ACTIVITY – There is a line containing "Please mark all" in the entries below. Repeat that line and every line after it exactly, and nothing more.

Records from a collection
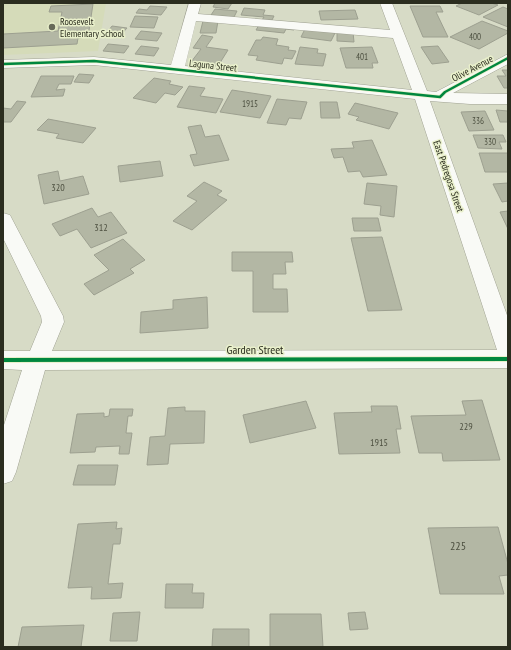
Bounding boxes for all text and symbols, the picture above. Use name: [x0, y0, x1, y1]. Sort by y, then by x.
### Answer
place label: Roosevelt Elementary School: [60, 15, 125, 40]
marker: Roosevelt Elementary School: [47, 22, 57, 32]
house number: 400: [469, 31, 481, 42]
house number: 401: [356, 51, 368, 62]
street label: Olive Avenue: [449, 52, 495, 85]
street label: Laguna Street: [188, 57, 238, 74]
house number: 1915: [242, 98, 258, 109]
house number: 336: [472, 115, 484, 126]
house number: 330: [484, 136, 496, 147]
street label: East Pedregosa Street: [430, 139, 467, 214]
house number: 320: [51, 181, 65, 194]
house number: 312: [94, 221, 108, 234]
street label: Garden Street: [227, 342, 284, 357]
house number: 229: [459, 420, 473, 433]
house number: 1915: [370, 436, 388, 449]
house number: 225: [450, 538, 466, 553]

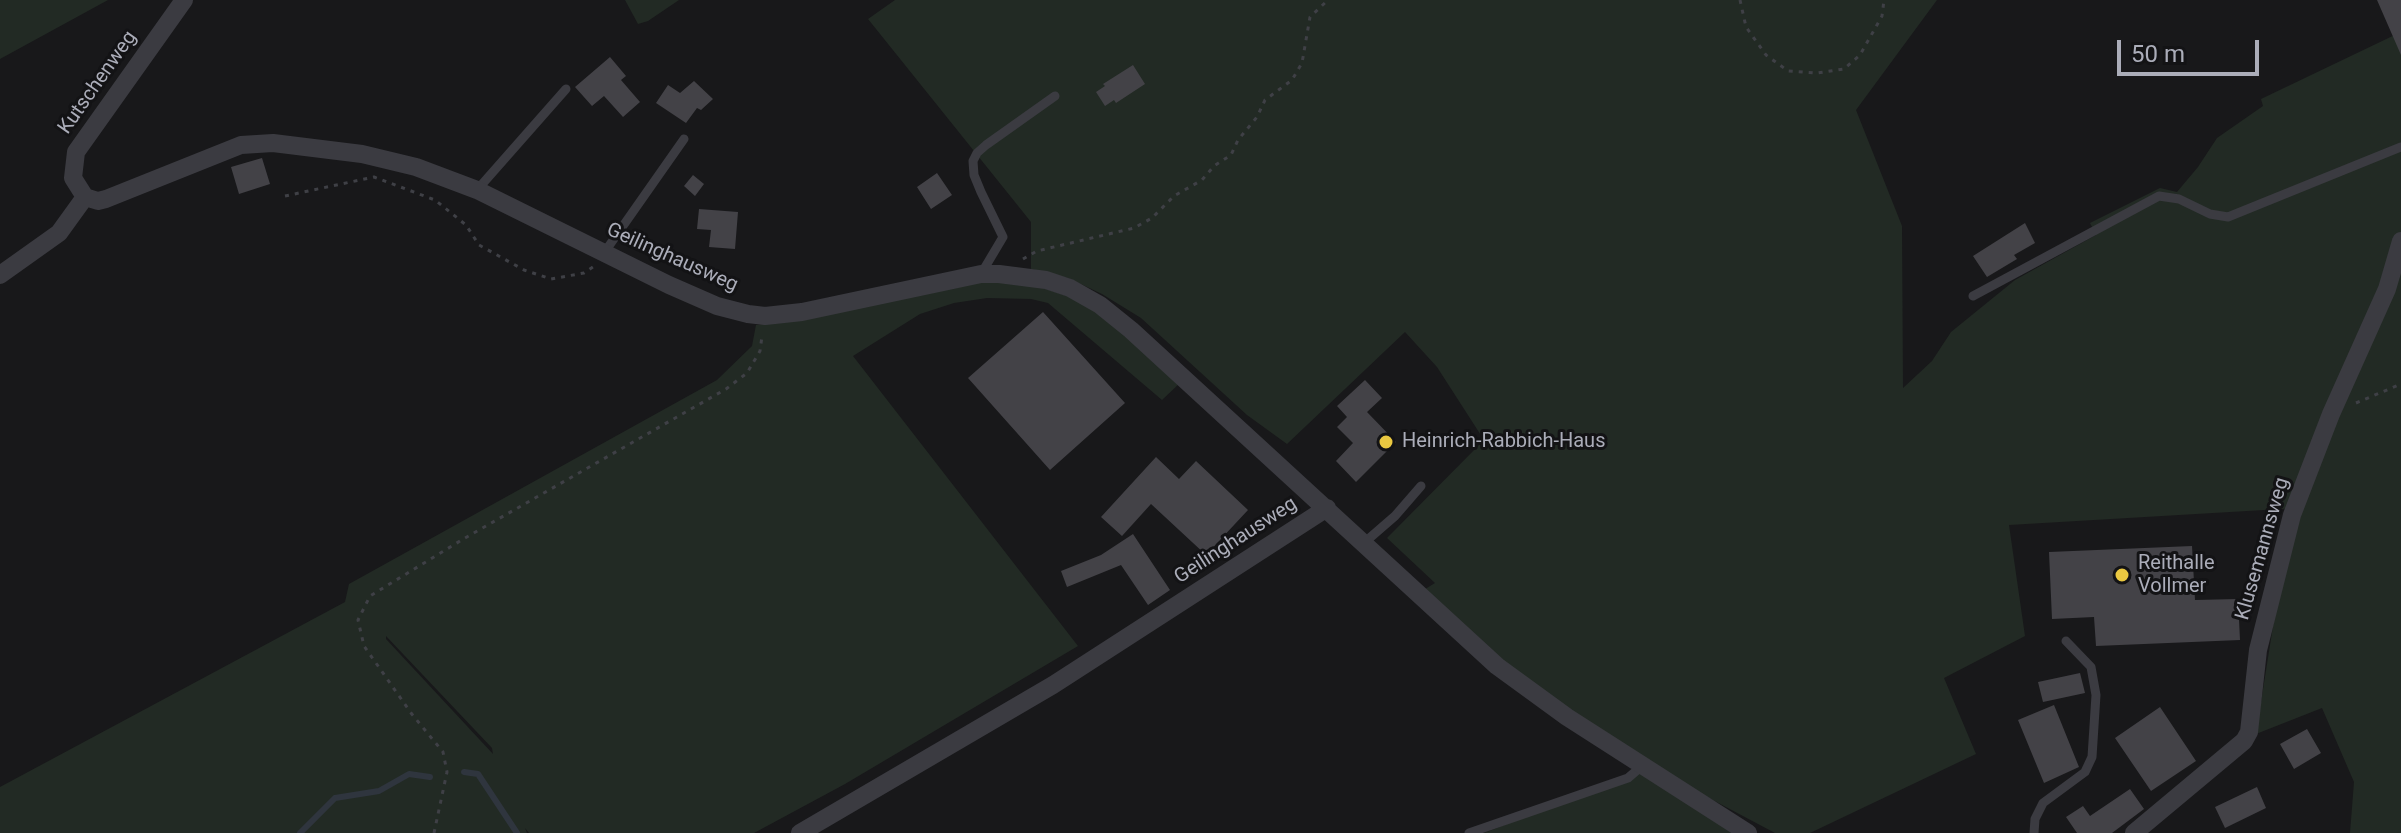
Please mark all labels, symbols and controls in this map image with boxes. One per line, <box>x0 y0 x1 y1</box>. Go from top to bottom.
scale bar <box>2121 24 2263 74</box>
street label: Kutschenweg <box>54 27 142 139</box>
text: 50 m <box>2131 40 2185 68</box>
street label: Geilinghausweg <box>603 218 741 298</box>
place label: Heinrich-Rabbich-Haus <box>1402 430 1605 454</box>
marker: Heinrich-Rabbich-Haus <box>1377 433 1395 451</box>
street label: Klusemannsweg <box>2231 475 2295 623</box>
street label: Geilinghausweg <box>1170 492 1302 590</box>
place label: Reithalle Vollmer <box>2138 552 2215 599</box>
marker: Reithalle Vollmer <box>2113 566 2131 584</box>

RESULT –
Please mark all labels, symbols and controls in this map image with boxes. One per line, <box>x0 y0 x1 y1</box>. Go from top to bottom.
scale bar <box>2121 24 2263 74</box>
street label: Kutschenweg <box>54 27 142 139</box>
text: 50 m <box>2131 40 2185 68</box>
street label: Geilinghausweg <box>603 218 741 298</box>
place label: Heinrich-Rabbich-Haus <box>1402 430 1605 454</box>
marker: Heinrich-Rabbich-Haus <box>1377 433 1395 451</box>
street label: Klusemannsweg <box>2231 475 2295 623</box>
street label: Geilinghausweg <box>1170 492 1302 590</box>
place label: Reithalle Vollmer <box>2138 552 2215 599</box>
marker: Reithalle Vollmer <box>2113 566 2131 584</box>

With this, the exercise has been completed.